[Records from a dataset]
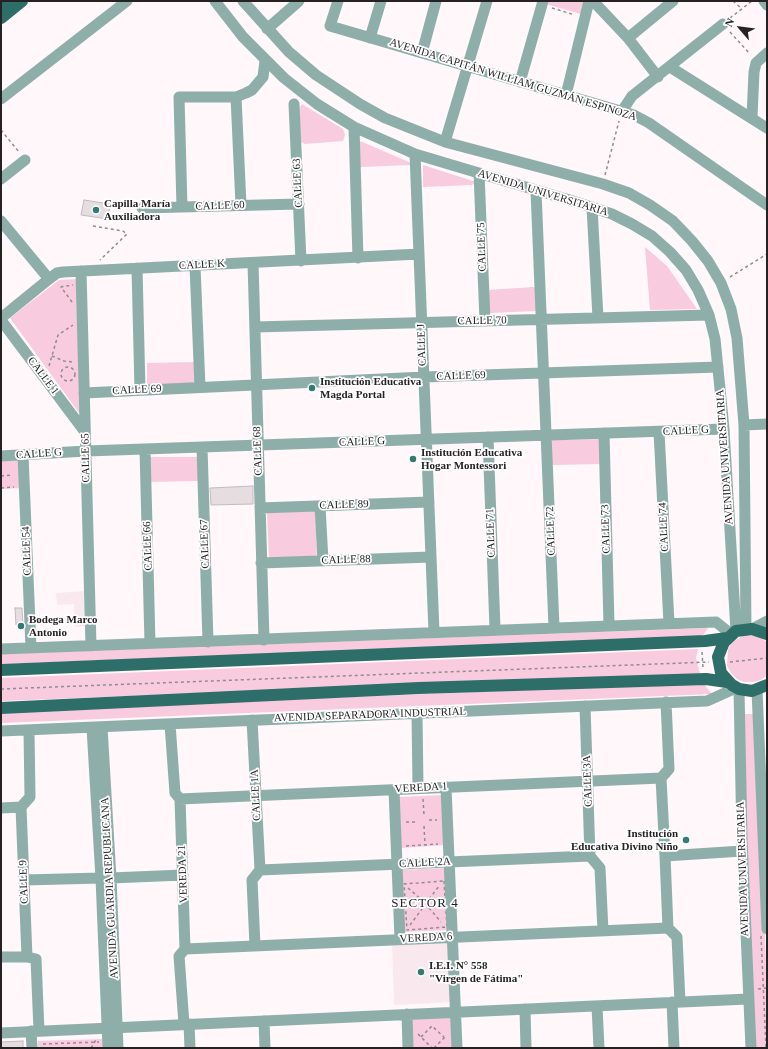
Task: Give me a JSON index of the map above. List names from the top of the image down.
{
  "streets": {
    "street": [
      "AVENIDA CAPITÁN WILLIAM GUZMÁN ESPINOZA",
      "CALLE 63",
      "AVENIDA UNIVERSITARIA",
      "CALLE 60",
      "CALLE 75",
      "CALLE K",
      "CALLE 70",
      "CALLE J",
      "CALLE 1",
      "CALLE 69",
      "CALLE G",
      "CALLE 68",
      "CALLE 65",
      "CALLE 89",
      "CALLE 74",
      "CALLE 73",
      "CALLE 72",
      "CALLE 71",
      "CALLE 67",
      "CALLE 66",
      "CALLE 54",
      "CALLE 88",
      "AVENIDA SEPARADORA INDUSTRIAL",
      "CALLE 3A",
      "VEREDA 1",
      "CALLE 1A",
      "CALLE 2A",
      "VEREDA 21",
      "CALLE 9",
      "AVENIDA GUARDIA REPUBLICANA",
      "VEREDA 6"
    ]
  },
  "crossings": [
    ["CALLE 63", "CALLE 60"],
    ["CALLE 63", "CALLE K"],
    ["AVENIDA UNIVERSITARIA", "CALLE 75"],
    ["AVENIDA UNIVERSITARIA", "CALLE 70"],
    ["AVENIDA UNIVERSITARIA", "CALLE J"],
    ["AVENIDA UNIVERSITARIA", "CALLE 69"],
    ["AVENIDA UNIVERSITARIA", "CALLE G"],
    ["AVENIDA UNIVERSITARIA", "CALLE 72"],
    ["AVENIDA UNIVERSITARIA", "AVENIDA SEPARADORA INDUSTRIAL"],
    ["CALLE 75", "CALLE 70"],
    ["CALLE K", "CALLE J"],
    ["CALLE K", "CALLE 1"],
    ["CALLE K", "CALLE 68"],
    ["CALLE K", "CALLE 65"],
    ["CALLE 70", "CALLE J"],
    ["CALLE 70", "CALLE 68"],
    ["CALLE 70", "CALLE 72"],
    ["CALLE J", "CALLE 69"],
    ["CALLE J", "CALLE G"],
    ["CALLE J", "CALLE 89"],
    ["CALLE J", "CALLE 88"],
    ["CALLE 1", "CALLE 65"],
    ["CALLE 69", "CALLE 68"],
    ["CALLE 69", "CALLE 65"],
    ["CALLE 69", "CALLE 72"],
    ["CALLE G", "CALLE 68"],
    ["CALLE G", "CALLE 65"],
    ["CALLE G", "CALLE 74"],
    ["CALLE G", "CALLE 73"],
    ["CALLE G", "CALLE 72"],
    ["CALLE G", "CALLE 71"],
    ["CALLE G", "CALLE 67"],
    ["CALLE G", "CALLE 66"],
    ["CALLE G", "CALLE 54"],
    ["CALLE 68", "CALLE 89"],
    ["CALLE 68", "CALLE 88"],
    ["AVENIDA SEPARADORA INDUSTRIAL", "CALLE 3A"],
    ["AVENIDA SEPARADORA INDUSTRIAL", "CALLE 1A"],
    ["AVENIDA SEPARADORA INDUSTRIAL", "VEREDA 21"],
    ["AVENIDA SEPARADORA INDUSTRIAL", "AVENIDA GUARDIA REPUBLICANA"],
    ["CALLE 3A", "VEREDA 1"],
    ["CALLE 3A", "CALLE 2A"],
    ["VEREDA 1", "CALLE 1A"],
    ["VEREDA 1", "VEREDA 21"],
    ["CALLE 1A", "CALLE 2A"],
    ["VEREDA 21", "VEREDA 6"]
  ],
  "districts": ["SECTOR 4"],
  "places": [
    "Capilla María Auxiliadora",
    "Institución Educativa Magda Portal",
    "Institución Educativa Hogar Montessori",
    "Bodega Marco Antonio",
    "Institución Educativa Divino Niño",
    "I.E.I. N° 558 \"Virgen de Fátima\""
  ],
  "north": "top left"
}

- **Task statement**:
Could you write out the records again exactly, omitting each image?

- **Task result**:
Task: Give me a JSON index of the map above. List names from the top of the image down.
{
  "streets": {
    "street": [
      "AVENIDA CAPITÁN WILLIAM GUZMÁN ESPINOZA",
      "CALLE 63",
      "AVENIDA UNIVERSITARIA",
      "CALLE 60",
      "CALLE 75",
      "CALLE K",
      "CALLE 70",
      "CALLE J",
      "CALLE 1",
      "CALLE 69",
      "CALLE G",
      "CALLE 68",
      "CALLE 65",
      "CALLE 89",
      "CALLE 74",
      "CALLE 73",
      "CALLE 72",
      "CALLE 71",
      "CALLE 67",
      "CALLE 66",
      "CALLE 54",
      "CALLE 88",
      "AVENIDA SEPARADORA INDUSTRIAL",
      "CALLE 3A",
      "VEREDA 1",
      "CALLE 1A",
      "CALLE 2A",
      "VEREDA 21",
      "CALLE 9",
      "AVENIDA GUARDIA REPUBLICANA",
      "VEREDA 6"
    ]
  },
  "crossings": [
    ["CALLE 63", "CALLE 60"],
    ["CALLE 63", "CALLE K"],
    ["AVENIDA UNIVERSITARIA", "CALLE 75"],
    ["AVENIDA UNIVERSITARIA", "CALLE 70"],
    ["AVENIDA UNIVERSITARIA", "CALLE J"],
    ["AVENIDA UNIVERSITARIA", "CALLE 69"],
    ["AVENIDA UNIVERSITARIA", "CALLE G"],
    ["AVENIDA UNIVERSITARIA", "CALLE 72"],
    ["AVENIDA UNIVERSITARIA", "AVENIDA SEPARADORA INDUSTRIAL"],
    ["CALLE 75", "CALLE 70"],
    ["CALLE K", "CALLE J"],
    ["CALLE K", "CALLE 1"],
    ["CALLE K", "CALLE 68"],
    ["CALLE K", "CALLE 65"],
    ["CALLE 70", "CALLE J"],
    ["CALLE 70", "CALLE 68"],
    ["CALLE 70", "CALLE 72"],
    ["CALLE J", "CALLE 69"],
    ["CALLE J", "CALLE G"],
    ["CALLE J", "CALLE 89"],
    ["CALLE J", "CALLE 88"],
    ["CALLE 1", "CALLE 65"],
    ["CALLE 69", "CALLE 68"],
    ["CALLE 69", "CALLE 65"],
    ["CALLE 69", "CALLE 72"],
    ["CALLE G", "CALLE 68"],
    ["CALLE G", "CALLE 65"],
    ["CALLE G", "CALLE 74"],
    ["CALLE G", "CALLE 73"],
    ["CALLE G", "CALLE 72"],
    ["CALLE G", "CALLE 71"],
    ["CALLE G", "CALLE 67"],
    ["CALLE G", "CALLE 66"],
    ["CALLE G", "CALLE 54"],
    ["CALLE 68", "CALLE 89"],
    ["CALLE 68", "CALLE 88"],
    ["AVENIDA SEPARADORA INDUSTRIAL", "CALLE 3A"],
    ["AVENIDA SEPARADORA INDUSTRIAL", "CALLE 1A"],
    ["AVENIDA SEPARADORA INDUSTRIAL", "VEREDA 21"],
    ["AVENIDA SEPARADORA INDUSTRIAL", "AVENIDA GUARDIA REPUBLICANA"],
    ["CALLE 3A", "VEREDA 1"],
    ["CALLE 3A", "CALLE 2A"],
    ["VEREDA 1", "CALLE 1A"],
    ["VEREDA 1", "VEREDA 21"],
    ["CALLE 1A", "CALLE 2A"],
    ["VEREDA 21", "VEREDA 6"]
  ],
  "districts": ["SECTOR 4"],
  "places": [
    "Capilla María Auxiliadora",
    "Institución Educativa Magda Portal",
    "Institución Educativa Hogar Montessori",
    "Bodega Marco Antonio",
    "Institución Educativa Divino Niño",
    "I.E.I. N° 558 \"Virgen de Fátima\""
  ],
  "north": "top left"
}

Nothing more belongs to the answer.